Well, the results are pretty intriguing. Here's a short table of the most intriguing data:

| Taxonomy              | Bases      |
|-----------------------|------------|
| _Alveolata_           | 436,841    |
| _Arthropoda_          | 35,864,420 |
| _Enterospora canceri_ | 18,134,246 |


A few things to note:

- As expected, _Arthropoda_ comprises the bulk of assignments.

- _Alveolata_ is far fewer than I expected, but it is important to remember that the NanoPore data analyzed here is from two samples: one uninfected, the other infected, so _Hematodinium_ sequence is going to make up a much smaller proportion of reads/bases.

- _Enterospora canceri_ (a [known microsporidian agent of infection in crabs](https://academic.oup.com/icesjms/article/65/9/1578/629544)) ha the second most number of bases assigned. AND, this is at the _species_ level, not Phylum level like _Arthropoda_ and _Alveolata_!

  - I think I've previously noticed a relatively high abundance of _Enterospora canceri_ read assignments in some previous RNAseq taxonomic assignment I performed, but I'll have to double check...

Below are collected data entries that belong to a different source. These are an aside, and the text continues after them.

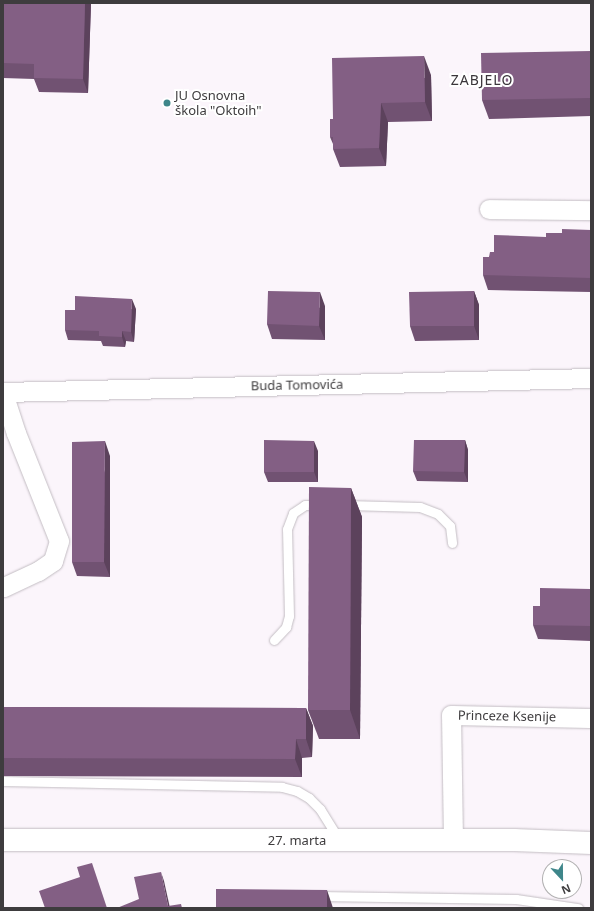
<!DOCTYPE html>
<meta charset="utf-8">
<style>
body{margin:0}
#map{position:relative;width:594px;height:911px;overflow:hidden;background:#fbf5fb;font-family:"Noto Sans",sans-serif}
div>[style]{position:absolute}
.roads{filter:drop-shadow(0 0 1px #c3bdc3) drop-shadow(0 0 1px #c3bdc3)}
.lane>*{height:9px;margin:-4.5px;padding:0 4.5px;transform-origin:4.5px;border-radius:4.5px;background:#fff}
.street>*{height:19px;margin:-9.5px;padding:0 9.5px;transform-origin:9.5px;border-radius:9.5px;background:#fff}
.secondary>*{height:22px;margin:-11px;padding:0 11px;transform-origin:11px;border-radius:11px;background:#fff}
.wall>*{inset:0;background:#715272}
.shaded-wall>*{inset:0;background:#5c425c}
.building>*{inset:0;background:#835f84}
.dots>*{width:11px;height:11px;translate:-50% -50%;box-sizing:border-box;border:2px solid #fff;border-radius:50%}
span{translate:-50% -50%;white-space:nowrap;text-align:center;line-height:1.15;-webkit-text-stroke:4px #fff;paint-order:stroke}
.poi-label{font-size:13px;color:#3e3c3e}
.left{translate:0 -50%;text-align:left}
.street-label{font-size:13px;color:#3e3c3e}
.neighbourhood-label{font-size:14px;color:#3b363b;letter-spacing:1px}
.frame{position:absolute;inset:0;border:4px solid #3e3c3e;pointer-events:none}
.north{position:absolute;left:542px;top:859px;width:40px;height:40px;box-sizing:border-box;background:#fff;border:1px solid #b2b1b2;border-radius:50%;rotate:158deg;font-size:11px;font-weight:700;line-height:16px;text-align:center;color:#3e3c3e}
.north::after{content:'';display:block;margin:auto;width:14px;height:18px;background:#3e868a;clip-path:polygon(50% 0,100% 100%,50% 72%,0 100%)}
</style>
<div id="map">
<div class="roads">
<div class="lane">
<i style="left:347px;top:505px;width:73px;rotate:1.6deg"></i>
<i style="left:420px;top:507px;width:19px;rotate:21deg"></i>
<i style="left:438px;top:514px;width:17px;rotate:45deg"></i>
<i style="left:450px;top:526px;width:17px;rotate:83deg"></i>
<i style="left:274px;top:640px;width:18px;rotate:-47deg"></i>
<i style="left:286px;top:627px;width:11px;rotate:-75deg"></i>
<i style="left:289px;top:616px;width:87px;rotate:-91.3deg"></i>
<i style="left:287px;top:529px;width:17px;rotate:-69deg"></i>
<i style="left:293px;top:513px;width:14px;rotate:-34deg"></i>
<i style="left:305px;top:505px;width:15px"></i>
<i style="left:3px;top:781px;width:279px;rotate:1.2deg"></i>
<i style="left:282px;top:787px;width:16px;rotate:15deg"></i>
<i style="left:297px;top:791px;width:14px;rotate:30deg"></i>
<i style="left:309px;top:798px;width:16px;rotate:45deg"></i>
<i style="left:320px;top:809px;width:36px;rotate:58deg"></i>
<i style="left:318px;top:896px;width:198px;rotate:0.9deg"></i>
<i style="left:516px;top:899px;width:63px;rotate:8.3deg"></i>
</div>
<div class="street">
<i style="left:489px;top:209px;width:102px;rotate:0.6deg"></i>
<i style="left:3px;top:392px;width:588px;rotate:-1.36deg"></i>
<i style="left:3px;top:393px;width:42px;rotate:72deg"></i>
<i style="left:16px;top:433px;width:116px;rotate:68.3deg"></i>
<i style="left:59px;top:541px;width:21px;rotate:107deg"></i>
<i style="left:53px;top:561px;width:18px;rotate:146deg"></i>
<i style="left:38px;top:571px;width:38px;rotate:155deg"></i>
<i style="left:453px;top:840px;width:125px;rotate:-90.9deg"></i>
<i style="left:451px;top:715px;width:140px;rotate:1.2deg"></i>
</div>
<div class="secondary">
<i style="left:3px;top:840px;width:511px"></i>
<i style="left:514px;top:840px;width:77px;rotate:2.2deg"></i>
</div>
</div>
<div class="wall">
<i style="clip-path:polygon(3px 3px,91px 3px,88px 93px,39px 92px,34px 79px,3px 78px)"></i>
<i style="clip-path:polygon(591px 51px,591px 116px,489px 119px,482px 100px)"></i>
<i style="clip-path:polygon(431px 75px,432px 121px,388px 122px,386px 166px,340px 167px,333px 149px,333px 144px,330px 137px,333px 119px)"></i>
<i style="clip-path:polygon(591px 230px,591px 292px,488px 290px,483px 275px,489px 257px,494px 252px,546px 237px,562px 233px)"></i>
<i style="clip-path:polygon(474px 291px,479px 305px,479px 340px,415px 341px,410px 326px)"></i>
<i style="clip-path:polygon(325px 306px,325px 340px,272px 339px,267px 324px)"></i>
<i style="clip-path:polygon(136px 309px,134px 342px,126px 341px,125px 347px,103px 346px,101px 341px,68px 340px,65px 330px,75px 310px)"></i>
<i style="clip-path:polygon(465px 440px,468px 450px,468px 482px,417px 481px,413px 471px)"></i>
<i style="clip-path:polygon(318px 451px,318px 482px,268px 482px,264px 472px)"></i>
<i style="clip-path:polygon(110px 456px,110px 577px,77px 576px,72px 562px)"></i>
<i style="clip-path:polygon(351px 488px,362px 517px,360px 739px,319px 739px,308px 710px)"></i>
<i style="clip-path:polygon(591px 589px,591px 641px,538px 639px,533px 625px,540px 606px)"></i>
<i style="clip-path:polygon(3px 707px,306px 708px,313px 726px,312px 757px,302px 758px,302px 777px,3px 776px)"></i>
</div>
<div class="shaded-wall">
<i style="clip-path:polygon(85px 3px,91px 3px,88px 93px,83px 79px)"></i>
<i style="clip-path:polygon(424px 56px,431px 75px,432px 121px,425px 102px)"></i>
<i style="clip-path:polygon(381px 103px,388px 122px,386px 166px,379px 148px)"></i>
<i style="clip-path:polygon(474px 291px,479px 305px,479px 340px,474px 326px)"></i>
<i style="clip-path:polygon(320px 292px,325px 306px,325px 340px,319px 326px)"></i>
<i style="clip-path:polygon(132px 299px,136px 309px,134px 342px,131px 332px)"></i>
<i style="clip-path:polygon(122px 331px,126px 341px,125px 347px,122px 337px)"></i>
<i style="clip-path:polygon(465px 440px,468px 450px,468px 482px,464px 472px)"></i>
<i style="clip-path:polygon(105px 441px,110px 456px,110px 577px,104px 562px)"></i>
<i style="clip-path:polygon(314px 441px,318px 451px,318px 482px,314px 472px)"></i>
<i style="clip-path:polygon(351px 488px,362px 517px,360px 739px,350px 710px)"></i>
<i style="clip-path:polygon(306px 708px,313px 726px,312px 757px,306px 739px)"></i>
<i style="clip-path:polygon(296px 739px,302px 758px,302px 777px,295px 759px)"></i>
<i style="clip-path:polygon(161px 872px,164px 881px,170px 908px,168px 906px)"></i>
<i style="clip-path:polygon(327px 890px,333px 908px,327px 908px)"></i>
</div>
<div class="building">
<i style="clip-path:polygon(3px 3px,85px 3px,83px 79px,34px 78px,34px 64px,3px 63px)"></i>
<i style="clip-path:polygon(591px 51px,591px 98px,482px 100px,481px 53px)"></i>
<i style="clip-path:polygon(424px 56px,425px 102px,381px 103px,379px 148px,333px 149px,333px 137px,330px 137px,330px 119px,333px 119px,332px 58px)"></i>
<i style="clip-path:polygon(562px 229px,591px 230px,591px 278px,483px 275px,483px 257px,489px 257px,490px 252px,494px 252px,494px 235px,546px 237px,546px 233px,562px 233px)"></i>
<i style="clip-path:polygon(268px 291px,320px 292px,319px 326px,267px 324px)"></i>
<i style="clip-path:polygon(474px 291px,474px 326px,410px 326px,409px 292px)"></i>
<i style="clip-path:polygon(75px 296px,132px 299px,131px 332px,122px 331px,122px 337px,99px 336px,99px 331px,65px 330px,65px 310px,75px 310px)"></i>
<i style="clip-path:polygon(264px 440px,314px 441px,314px 472px,264px 472px)"></i>
<i style="clip-path:polygon(414px 440px,465px 440px,464px 472px,413px 471px)"></i>
<i style="clip-path:polygon(105px 441px,104px 562px,72px 562px,72px 442px)"></i>
<i style="clip-path:polygon(309px 487px,351px 488px,350px 710px,308px 710px)"></i>
<i style="clip-path:polygon(540px 588px,591px 589px,591px 626px,533px 625px,533px 606px,540px 606px)"></i>
<i style="clip-path:polygon(3px 707px,306px 708px,306px 739px,296px 739px,295px 759px,3px 758px)"></i>
<i style="clip-path:polygon(92px 863px,107px 908px,45px 908px,39px 891px,80px 877px,77px 867px)"></i>
<i style="clip-path:polygon(161px 872px,168px 906px,181px 904px,182px 908px,117px 908px,139px 899px,134px 877px)"></i>
<i style="clip-path:polygon(216px 889px,327px 890px,327px 908px,216px 908px)"></i>
</div>
<div class="dots">
<i style="left:167px;top:103px;background:#3e868a"></i>
</div>
<div class="poi-label">
<span class="left" style="left:175px;top:103px">JU Osnovna<br>škola "Oktoih"</span>
</div>
<div class="street-label">
<span style="left:297px;top:385px;rotate:-1deg">Buda Tomovića</span>
<span style="left:507px;top:716px;rotate:1deg">Princeze Ksenije</span>
<span style="left:297px;top:840px">27. marta</span>
</div>
<div class="neighbourhood-label">
<span style="left:482px;top:80px">ZABJELO</span>
</div>
<div class="frame"></div>
<div class="north">N</div>
</div>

- Although not highlighted in the tree/table above, I should not ignore _Aquifex sp._, which has 6,338,292 bases assigned to it! It turns out that members of the Aquifex genus are thermophylic bacteria... Crabs live on the sea floor (which is where one would find hydrothermal vents), but why would we see such a high abundance of these bacteria in muscle/hemolymph? Very curious!

Where to go from here. Well, I think I might extract the reads and, well, I don't know what. Individual genome assemblies? I need to think about this a bit more and probably discuss with Steven.